The brown belt leather coordinates to his brown leather cowboy boots, naturally appointed with spurs for riding.
After his friendly rival Scott Crossfield’s November 1953 flight that breaks Yeager’s own record by flying at twice the speed of sound, we follow Yeager from newsreel footage congratulating Crossfield to consulting with Dr. Jack Daniels back at Pancho’s. (Just weeks later, a determined Yeager would reclaim his status as “the fastest man alive” by flying at a new record speed of Mach 2.44.)
Recently promoted up the chain to Major and now Lieutenant Colonel, Yeager wears his USAAF (now Air Force) flight jacket, complete with his rank insignia embroidered on his epaulet patches and his name-and-rank badge sewn over his left breast, though the rest of his attire is consistent with his civilian apparel. He wears another plaid shirt, though with a traditional button-up front instead of snaps, checked in a brown, navy, and white tartan plaid with a narrow spread collar, front placket, and button cuffs. His khaki trousers and belt appear to be the same as he had worn six years earlier.

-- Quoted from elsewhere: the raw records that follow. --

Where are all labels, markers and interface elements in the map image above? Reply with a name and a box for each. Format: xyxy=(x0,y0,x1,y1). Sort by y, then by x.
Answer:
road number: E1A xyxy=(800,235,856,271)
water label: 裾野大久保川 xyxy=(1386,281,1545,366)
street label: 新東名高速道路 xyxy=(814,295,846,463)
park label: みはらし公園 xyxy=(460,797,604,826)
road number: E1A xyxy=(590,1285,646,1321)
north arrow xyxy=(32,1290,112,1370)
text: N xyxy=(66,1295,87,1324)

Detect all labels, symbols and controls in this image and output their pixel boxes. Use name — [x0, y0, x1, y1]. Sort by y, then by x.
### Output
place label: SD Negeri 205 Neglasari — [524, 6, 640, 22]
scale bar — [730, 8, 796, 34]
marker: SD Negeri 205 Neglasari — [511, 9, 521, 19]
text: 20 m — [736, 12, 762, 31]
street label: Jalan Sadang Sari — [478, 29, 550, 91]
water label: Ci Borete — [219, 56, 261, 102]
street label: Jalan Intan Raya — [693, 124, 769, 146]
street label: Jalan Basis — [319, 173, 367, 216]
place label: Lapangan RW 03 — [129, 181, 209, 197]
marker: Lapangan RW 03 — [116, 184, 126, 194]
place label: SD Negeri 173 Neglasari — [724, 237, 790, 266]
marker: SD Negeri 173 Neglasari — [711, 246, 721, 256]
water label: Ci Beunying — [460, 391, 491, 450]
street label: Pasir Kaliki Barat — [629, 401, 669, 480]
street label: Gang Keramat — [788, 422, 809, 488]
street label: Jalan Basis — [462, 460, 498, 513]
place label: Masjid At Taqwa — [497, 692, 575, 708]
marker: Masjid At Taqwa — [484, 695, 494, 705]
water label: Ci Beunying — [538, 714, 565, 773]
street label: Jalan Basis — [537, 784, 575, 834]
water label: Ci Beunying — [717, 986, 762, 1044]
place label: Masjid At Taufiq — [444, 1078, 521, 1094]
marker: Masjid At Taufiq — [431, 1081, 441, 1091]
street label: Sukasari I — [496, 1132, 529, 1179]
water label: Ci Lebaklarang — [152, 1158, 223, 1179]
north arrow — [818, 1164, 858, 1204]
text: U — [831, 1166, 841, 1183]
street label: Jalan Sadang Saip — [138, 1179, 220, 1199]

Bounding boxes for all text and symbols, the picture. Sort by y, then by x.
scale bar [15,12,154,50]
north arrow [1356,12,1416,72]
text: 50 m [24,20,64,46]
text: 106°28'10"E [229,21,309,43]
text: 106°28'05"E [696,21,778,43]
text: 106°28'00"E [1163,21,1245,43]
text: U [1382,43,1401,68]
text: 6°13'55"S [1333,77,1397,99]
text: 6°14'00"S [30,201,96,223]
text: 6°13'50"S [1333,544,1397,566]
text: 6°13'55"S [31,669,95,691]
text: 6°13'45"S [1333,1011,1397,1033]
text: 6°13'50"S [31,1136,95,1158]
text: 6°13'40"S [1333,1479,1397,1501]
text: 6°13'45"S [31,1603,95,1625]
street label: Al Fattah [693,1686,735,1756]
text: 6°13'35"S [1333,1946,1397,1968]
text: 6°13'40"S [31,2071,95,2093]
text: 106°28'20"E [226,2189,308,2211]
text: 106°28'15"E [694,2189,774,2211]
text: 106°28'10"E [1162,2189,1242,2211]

By the summer of 1961, the U.S. was entering a new era of aeronautics as the newly inaugurated President John F. Kennedy was prioritizing the Space Race, Alan Shepard became the first American in space during the Mercury-Redstone 3 mission, and—perhaps most critically—Pancho’s Happy Bottom Riding Club had been destroyed by fire for nearly a decade. (The actual fire had been November 13, 1953, a week before Crossfield’s flight, but The Right Stuff depicts it during the early 1960s.)
While the world around him launches into orbit, the Yeagers ride out to the charred structure, where Glennis reflects on the complicated mix of anxiety and pride that she had felt about her husband’s risky career… and her hope that he won’t become tangled in nostalgia as his career comes to an end. “You know, I’m a fearless man, but I’m scared to death of you,” Chuck deadpans. “Oh, no you’re not… but you oughta be,” she responds before embracing him.
Yeager again wears his unmarked civilian flight jacket, showing considerable patina after decades of wear. His twill flannel shirt is checked in a rich red, green, and ecru tartan plaid, styled with a long point collar, front placket with pearl snaps, and two chest pockets with pointed snap-down flaps. As found on many Western-styled shirts, the top button is a traditional sew-through button rather than a snap.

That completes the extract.